Not all factors mentioned under the Strengths, Weakness, Opportunities, and Threats quadrants in the SWOT Analysis are equal. Managers in the HBR case study Managing Stakeholders with Corporate Social Responsibility, Course Overview needs to zero down on the relative importance of each factor mentioned in the Strengths, Weakness, Opportunities, and Threats quadrants. We can provide the relative importance to each factor by assigning relative weights. Weighted SWOT analysis process is a three stage process –

First stage for doing weighted SWOT analysis of the case study Managing Stakeholders with Corporate Social Responsibility, Course Overview is to rank the strengths and weaknesses of the organization. This will help you to assess the most important strengths and weaknesses of the firm and which one of the strengths and weaknesses mentioned in the initial lists are marginal and can be left out.

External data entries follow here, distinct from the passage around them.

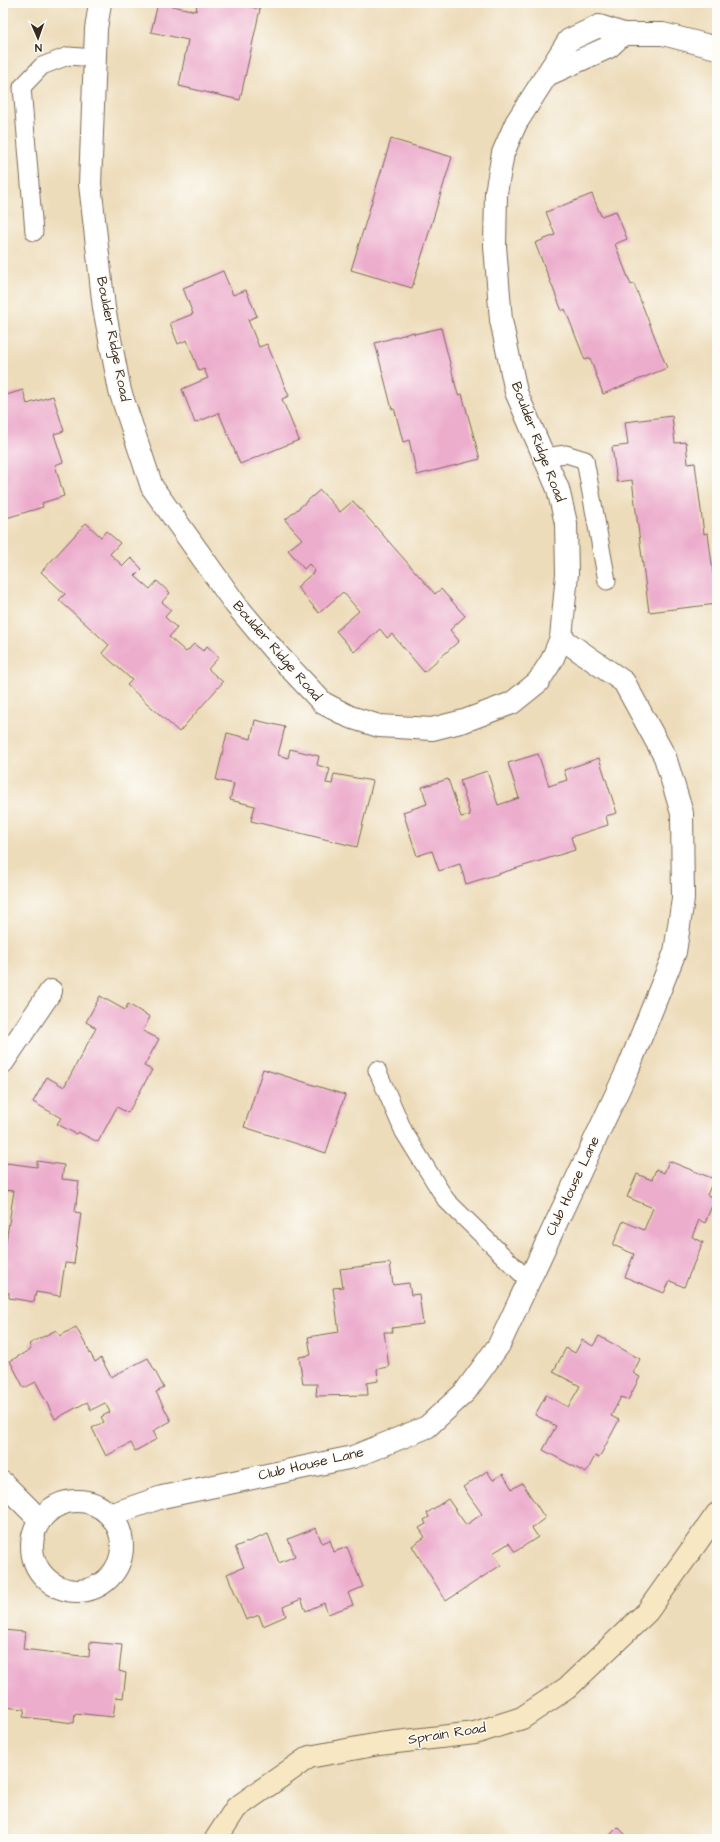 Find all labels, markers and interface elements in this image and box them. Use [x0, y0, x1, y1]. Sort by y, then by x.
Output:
north arrow [18, 18, 58, 58]
text: N [35, 40, 42, 55]
street label: Boulder Ridge Road [91, 275, 135, 403]
street label: Boulder Ridge Road [506, 379, 570, 505]
street label: Boulder Ridge Road [228, 596, 326, 706]
street label: Club House Lane [541, 1133, 605, 1239]
street label: Club House Lane [256, 1442, 366, 1486]
street label: Sprain Road [407, 1718, 487, 1750] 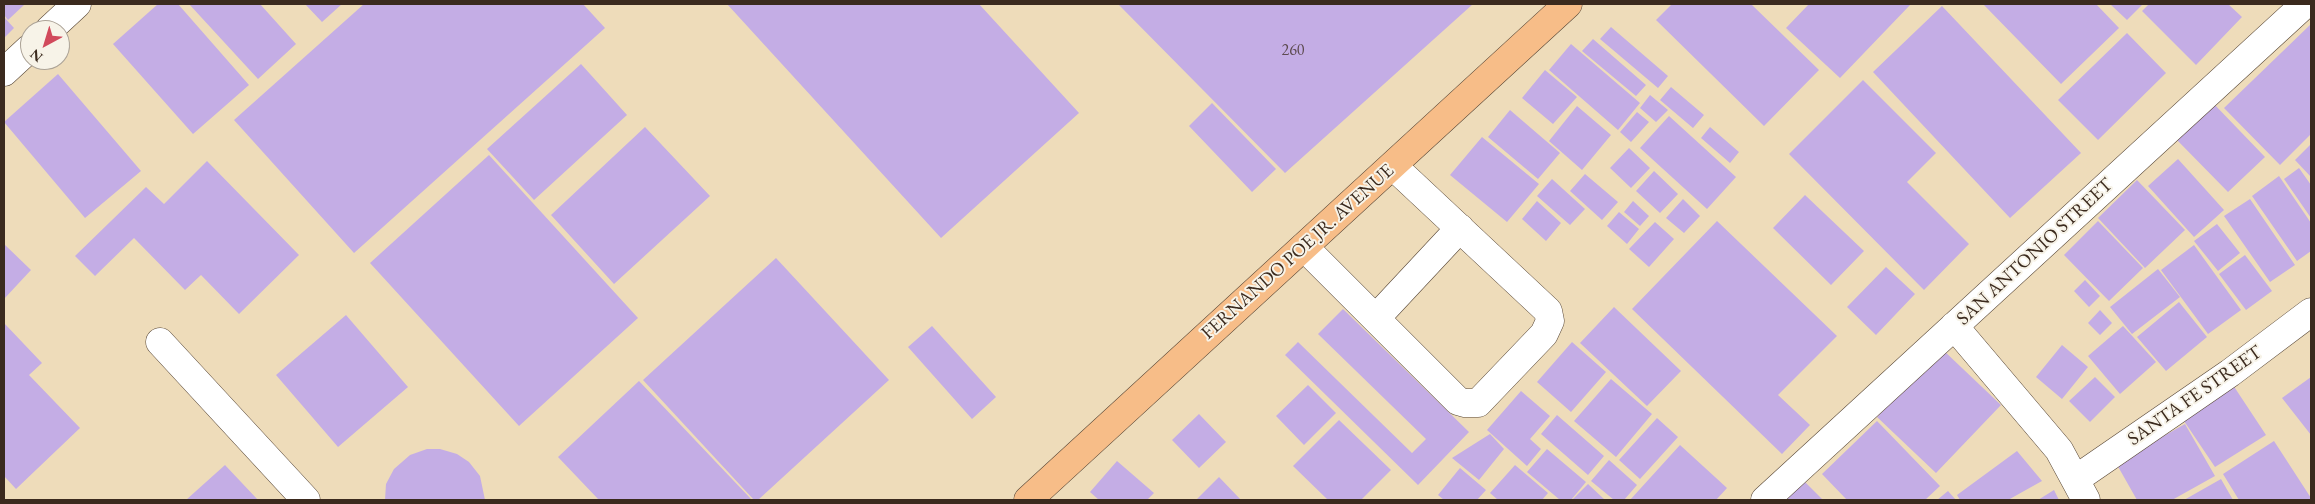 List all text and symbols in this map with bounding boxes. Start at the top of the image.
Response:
north arrow [20,20,70,70]
house number: 260 [1281,41,1305,61]
text: N [26,45,46,66]
street label: FERNANDO POE JR. AVENUE [1197,159,1399,345]
street label: SAN ANTONIO STREET [1952,174,2118,330]
street label: SANTA FE STREET [2123,341,2267,451] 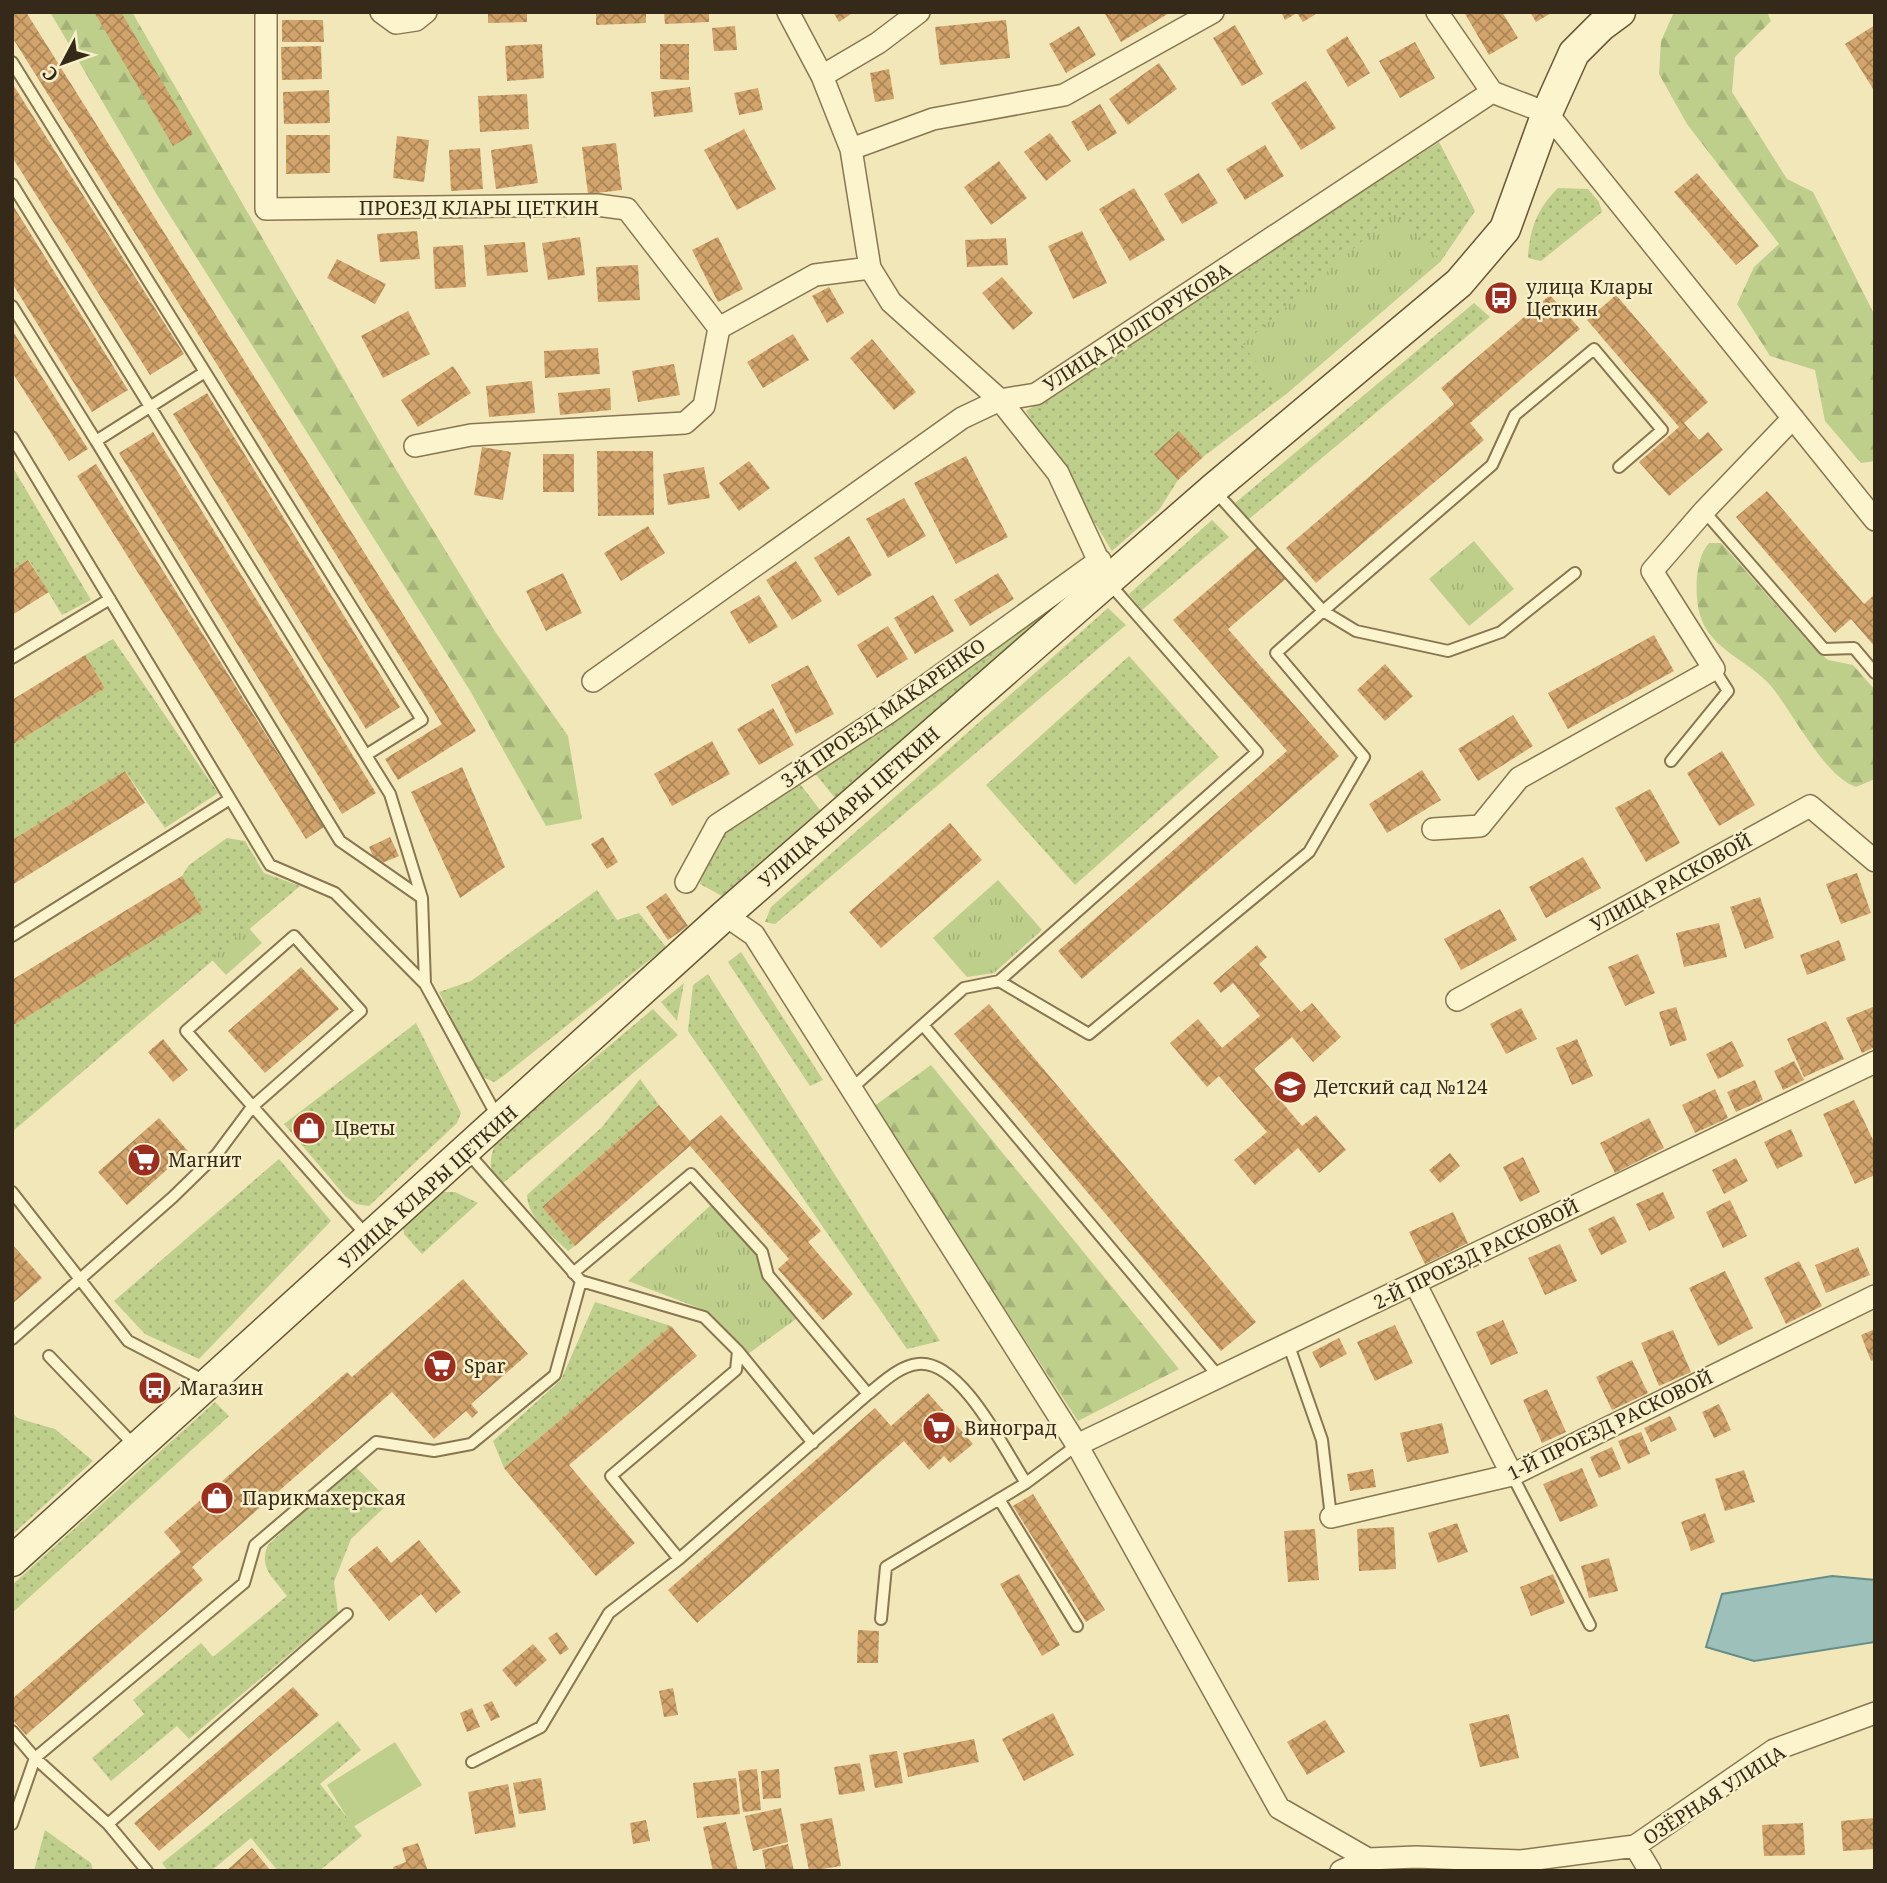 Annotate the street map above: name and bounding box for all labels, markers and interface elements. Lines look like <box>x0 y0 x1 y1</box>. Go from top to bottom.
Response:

Second stage for conducting weighted SWOT analysis of the Harvard case study Managing Stakeholders with Corporate Social Responsibility, Course Overview is to give probabilities to the external strategic factors thus better understanding the opportunities and threats arising out of macro environment changes and developments.

Third stage of constructing weighted SWOT analysis of Managing Stakeholders with Corporate Social Responsibility, Course Overview is to provide strategic recommendations includes – joining likelihood of external strategic factors such as opportunities and threats to the internal strategic factors – strengths and weaknesses. You should start with external factors as they will provide the direction of the overall industry. Secondly by joining probabilities with internal strategic factors can help the company not only strategic fit but also the most probably strategic trade-off that Stakeholder Social needs to make to build a sustainable competitive advantage.